### AIM OF THE EXERCISE
Give only the number of lines in the records below that contain the word "index".

***** DATASET EXCERPTS *****

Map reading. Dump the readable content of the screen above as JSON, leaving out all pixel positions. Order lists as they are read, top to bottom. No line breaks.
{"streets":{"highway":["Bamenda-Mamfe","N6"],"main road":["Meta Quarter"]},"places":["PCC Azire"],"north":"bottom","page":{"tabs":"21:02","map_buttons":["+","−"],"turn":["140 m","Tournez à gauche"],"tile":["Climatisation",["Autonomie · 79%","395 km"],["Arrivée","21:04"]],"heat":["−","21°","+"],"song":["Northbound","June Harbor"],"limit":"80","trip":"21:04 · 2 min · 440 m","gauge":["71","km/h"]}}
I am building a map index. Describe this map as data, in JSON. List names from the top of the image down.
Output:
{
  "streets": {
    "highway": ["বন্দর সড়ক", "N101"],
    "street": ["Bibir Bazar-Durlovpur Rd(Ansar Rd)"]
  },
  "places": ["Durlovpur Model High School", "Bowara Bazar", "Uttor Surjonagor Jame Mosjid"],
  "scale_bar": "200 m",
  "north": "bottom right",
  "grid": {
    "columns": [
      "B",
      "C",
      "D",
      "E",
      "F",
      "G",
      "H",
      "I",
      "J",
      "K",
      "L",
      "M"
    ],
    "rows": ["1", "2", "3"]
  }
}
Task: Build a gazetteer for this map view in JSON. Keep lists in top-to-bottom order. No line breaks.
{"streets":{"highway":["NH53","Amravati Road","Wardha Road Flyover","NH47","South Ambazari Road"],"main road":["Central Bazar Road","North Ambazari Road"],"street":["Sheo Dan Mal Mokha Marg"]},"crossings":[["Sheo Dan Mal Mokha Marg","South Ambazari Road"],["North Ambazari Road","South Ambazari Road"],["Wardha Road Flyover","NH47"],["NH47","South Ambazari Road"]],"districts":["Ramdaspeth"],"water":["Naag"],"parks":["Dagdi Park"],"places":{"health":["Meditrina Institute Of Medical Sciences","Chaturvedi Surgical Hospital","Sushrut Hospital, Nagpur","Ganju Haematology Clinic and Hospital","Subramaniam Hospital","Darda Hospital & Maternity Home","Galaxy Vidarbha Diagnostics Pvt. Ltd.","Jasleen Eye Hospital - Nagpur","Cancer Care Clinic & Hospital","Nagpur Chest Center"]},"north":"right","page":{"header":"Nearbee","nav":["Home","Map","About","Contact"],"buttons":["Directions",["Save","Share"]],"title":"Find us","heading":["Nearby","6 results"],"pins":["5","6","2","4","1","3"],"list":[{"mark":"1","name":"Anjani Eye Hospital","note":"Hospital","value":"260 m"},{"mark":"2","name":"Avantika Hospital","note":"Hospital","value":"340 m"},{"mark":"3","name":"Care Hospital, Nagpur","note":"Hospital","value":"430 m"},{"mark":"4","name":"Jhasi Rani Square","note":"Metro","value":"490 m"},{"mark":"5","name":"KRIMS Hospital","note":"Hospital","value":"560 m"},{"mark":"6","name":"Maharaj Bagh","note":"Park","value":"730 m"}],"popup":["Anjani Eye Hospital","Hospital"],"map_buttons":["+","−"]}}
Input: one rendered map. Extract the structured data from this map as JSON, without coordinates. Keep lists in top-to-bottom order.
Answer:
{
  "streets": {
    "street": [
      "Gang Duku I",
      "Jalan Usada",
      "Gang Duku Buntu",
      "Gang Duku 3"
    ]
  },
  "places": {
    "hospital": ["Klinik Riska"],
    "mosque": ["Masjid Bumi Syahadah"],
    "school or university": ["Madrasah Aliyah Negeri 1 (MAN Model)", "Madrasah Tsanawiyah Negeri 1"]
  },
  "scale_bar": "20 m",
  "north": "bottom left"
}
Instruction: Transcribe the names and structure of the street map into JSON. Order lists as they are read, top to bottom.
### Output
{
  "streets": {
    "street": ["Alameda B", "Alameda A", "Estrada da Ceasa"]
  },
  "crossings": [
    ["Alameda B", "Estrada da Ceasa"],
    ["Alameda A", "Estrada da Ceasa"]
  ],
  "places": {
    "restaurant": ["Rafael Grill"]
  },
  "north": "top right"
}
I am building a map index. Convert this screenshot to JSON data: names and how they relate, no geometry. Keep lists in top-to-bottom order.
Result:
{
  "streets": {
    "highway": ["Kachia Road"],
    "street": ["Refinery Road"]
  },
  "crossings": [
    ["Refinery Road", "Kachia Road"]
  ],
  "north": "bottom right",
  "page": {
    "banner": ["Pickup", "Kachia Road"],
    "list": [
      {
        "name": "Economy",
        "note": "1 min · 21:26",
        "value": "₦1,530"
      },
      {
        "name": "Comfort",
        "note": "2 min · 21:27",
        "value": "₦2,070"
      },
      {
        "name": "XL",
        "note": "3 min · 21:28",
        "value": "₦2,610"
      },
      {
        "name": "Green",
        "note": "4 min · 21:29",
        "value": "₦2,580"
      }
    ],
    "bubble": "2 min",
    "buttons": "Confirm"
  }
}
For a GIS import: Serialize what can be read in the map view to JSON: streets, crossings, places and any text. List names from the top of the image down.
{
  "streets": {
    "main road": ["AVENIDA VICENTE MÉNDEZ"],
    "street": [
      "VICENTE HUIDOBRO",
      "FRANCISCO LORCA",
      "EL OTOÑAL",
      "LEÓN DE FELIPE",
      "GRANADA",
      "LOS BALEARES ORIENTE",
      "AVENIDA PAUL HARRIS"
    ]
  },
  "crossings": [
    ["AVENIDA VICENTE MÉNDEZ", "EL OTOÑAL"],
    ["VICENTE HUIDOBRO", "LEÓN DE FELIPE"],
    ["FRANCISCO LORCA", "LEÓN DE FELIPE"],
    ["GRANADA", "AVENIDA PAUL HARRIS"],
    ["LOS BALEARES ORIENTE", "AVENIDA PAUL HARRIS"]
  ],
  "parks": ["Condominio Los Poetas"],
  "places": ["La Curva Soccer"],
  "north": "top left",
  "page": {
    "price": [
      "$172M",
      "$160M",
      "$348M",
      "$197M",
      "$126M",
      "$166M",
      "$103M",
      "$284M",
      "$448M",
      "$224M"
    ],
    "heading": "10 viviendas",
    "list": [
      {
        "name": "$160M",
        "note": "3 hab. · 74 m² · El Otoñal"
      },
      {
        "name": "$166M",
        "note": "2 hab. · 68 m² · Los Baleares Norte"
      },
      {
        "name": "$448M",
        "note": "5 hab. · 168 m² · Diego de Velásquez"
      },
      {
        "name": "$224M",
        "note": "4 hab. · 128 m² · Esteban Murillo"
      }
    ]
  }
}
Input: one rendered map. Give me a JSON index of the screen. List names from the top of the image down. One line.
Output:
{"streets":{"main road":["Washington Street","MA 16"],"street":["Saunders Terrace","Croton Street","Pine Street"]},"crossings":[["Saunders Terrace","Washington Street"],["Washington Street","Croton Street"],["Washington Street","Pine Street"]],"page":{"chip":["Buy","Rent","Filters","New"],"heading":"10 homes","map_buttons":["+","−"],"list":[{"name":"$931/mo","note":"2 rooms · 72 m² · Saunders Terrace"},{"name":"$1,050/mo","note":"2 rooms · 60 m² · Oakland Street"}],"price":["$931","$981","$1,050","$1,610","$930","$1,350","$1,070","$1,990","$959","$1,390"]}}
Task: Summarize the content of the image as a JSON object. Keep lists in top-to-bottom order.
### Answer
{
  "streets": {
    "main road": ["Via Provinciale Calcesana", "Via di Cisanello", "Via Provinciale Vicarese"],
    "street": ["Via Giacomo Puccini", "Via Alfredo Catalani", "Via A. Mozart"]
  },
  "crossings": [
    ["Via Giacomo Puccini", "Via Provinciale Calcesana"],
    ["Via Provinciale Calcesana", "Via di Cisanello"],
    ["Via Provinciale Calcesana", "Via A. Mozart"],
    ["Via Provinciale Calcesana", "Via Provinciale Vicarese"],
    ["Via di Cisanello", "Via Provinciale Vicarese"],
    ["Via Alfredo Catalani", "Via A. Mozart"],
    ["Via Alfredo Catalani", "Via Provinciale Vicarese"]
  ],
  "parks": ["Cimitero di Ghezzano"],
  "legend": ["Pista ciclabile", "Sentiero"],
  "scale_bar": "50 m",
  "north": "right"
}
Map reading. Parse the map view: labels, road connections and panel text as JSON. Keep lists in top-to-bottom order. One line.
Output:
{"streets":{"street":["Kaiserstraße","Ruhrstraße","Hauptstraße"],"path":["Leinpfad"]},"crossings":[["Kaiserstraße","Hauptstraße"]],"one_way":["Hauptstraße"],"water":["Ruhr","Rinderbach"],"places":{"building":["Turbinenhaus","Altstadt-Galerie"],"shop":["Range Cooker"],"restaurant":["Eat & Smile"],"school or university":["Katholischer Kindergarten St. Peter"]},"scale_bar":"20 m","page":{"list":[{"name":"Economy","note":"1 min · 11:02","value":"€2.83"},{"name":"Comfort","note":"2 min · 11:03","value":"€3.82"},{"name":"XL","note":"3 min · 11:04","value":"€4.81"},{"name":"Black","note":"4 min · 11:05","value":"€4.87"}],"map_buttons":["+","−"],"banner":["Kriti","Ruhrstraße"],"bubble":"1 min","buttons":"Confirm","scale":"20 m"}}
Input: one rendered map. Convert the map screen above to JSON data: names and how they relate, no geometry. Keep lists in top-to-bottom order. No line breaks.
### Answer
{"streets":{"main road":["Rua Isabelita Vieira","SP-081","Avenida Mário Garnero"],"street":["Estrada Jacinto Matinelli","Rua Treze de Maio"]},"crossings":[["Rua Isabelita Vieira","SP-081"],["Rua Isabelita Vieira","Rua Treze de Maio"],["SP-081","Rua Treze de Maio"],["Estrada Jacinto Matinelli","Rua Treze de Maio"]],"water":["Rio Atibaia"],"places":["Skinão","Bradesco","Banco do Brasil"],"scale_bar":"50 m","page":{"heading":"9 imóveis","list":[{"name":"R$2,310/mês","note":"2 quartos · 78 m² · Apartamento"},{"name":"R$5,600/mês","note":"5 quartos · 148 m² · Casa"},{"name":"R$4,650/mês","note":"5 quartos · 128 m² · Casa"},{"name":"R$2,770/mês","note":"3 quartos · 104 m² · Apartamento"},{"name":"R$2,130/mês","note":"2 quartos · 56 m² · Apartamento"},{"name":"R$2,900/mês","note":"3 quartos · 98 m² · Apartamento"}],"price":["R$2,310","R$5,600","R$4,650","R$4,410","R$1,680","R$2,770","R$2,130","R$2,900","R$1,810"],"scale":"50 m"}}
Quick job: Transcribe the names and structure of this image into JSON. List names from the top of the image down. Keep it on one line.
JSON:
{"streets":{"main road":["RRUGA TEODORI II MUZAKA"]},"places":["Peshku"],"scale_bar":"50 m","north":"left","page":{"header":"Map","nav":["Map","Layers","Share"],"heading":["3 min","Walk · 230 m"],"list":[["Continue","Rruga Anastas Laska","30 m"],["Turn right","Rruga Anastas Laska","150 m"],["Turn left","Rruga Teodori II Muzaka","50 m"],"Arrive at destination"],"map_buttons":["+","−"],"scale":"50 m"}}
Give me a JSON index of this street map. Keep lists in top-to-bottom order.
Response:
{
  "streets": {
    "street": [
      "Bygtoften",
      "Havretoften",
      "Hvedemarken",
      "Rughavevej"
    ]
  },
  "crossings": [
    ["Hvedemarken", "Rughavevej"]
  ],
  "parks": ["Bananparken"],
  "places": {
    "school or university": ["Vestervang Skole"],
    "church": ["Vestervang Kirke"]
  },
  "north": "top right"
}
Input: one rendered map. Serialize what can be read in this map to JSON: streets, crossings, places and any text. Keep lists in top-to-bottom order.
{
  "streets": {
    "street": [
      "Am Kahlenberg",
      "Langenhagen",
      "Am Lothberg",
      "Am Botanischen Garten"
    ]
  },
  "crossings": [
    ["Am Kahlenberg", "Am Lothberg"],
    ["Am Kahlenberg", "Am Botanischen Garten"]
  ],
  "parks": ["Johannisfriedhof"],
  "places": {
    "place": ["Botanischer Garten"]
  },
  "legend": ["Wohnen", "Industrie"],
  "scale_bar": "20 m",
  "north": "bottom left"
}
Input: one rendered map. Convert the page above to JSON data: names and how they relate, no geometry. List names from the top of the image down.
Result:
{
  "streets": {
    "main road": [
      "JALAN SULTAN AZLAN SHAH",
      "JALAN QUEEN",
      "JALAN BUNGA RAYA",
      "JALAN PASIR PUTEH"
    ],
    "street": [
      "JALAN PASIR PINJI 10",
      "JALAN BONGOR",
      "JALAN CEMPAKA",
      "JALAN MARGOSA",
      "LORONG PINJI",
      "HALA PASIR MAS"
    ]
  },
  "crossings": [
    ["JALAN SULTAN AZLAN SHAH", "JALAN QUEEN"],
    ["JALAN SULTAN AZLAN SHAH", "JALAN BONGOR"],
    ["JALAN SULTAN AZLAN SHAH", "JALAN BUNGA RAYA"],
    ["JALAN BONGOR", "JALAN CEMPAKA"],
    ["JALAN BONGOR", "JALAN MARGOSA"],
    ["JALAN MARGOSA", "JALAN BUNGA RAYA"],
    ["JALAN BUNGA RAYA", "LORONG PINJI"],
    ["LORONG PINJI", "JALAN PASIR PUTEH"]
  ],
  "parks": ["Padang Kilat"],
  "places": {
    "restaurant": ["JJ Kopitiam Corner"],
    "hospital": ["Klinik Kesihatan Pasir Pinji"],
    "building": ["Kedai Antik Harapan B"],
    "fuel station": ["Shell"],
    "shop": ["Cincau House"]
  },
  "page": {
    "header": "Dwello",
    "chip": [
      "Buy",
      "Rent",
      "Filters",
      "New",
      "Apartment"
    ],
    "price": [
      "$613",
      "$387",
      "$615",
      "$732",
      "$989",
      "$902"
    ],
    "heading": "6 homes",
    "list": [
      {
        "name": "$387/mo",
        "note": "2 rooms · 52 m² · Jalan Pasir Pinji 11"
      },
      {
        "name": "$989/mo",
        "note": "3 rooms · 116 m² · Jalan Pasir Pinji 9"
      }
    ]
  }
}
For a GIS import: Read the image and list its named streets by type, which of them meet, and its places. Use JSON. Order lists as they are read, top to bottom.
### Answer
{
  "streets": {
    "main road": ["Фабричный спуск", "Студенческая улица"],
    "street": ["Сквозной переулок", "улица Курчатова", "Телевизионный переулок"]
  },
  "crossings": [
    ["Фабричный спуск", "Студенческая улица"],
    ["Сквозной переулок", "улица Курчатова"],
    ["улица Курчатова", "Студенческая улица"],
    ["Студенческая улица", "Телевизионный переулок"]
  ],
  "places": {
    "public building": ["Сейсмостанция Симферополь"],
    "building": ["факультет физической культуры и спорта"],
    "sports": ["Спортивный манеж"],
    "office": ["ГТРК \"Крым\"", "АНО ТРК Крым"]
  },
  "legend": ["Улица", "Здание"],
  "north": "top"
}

*****

### OUTPUT FOR THIS EXERCISE
4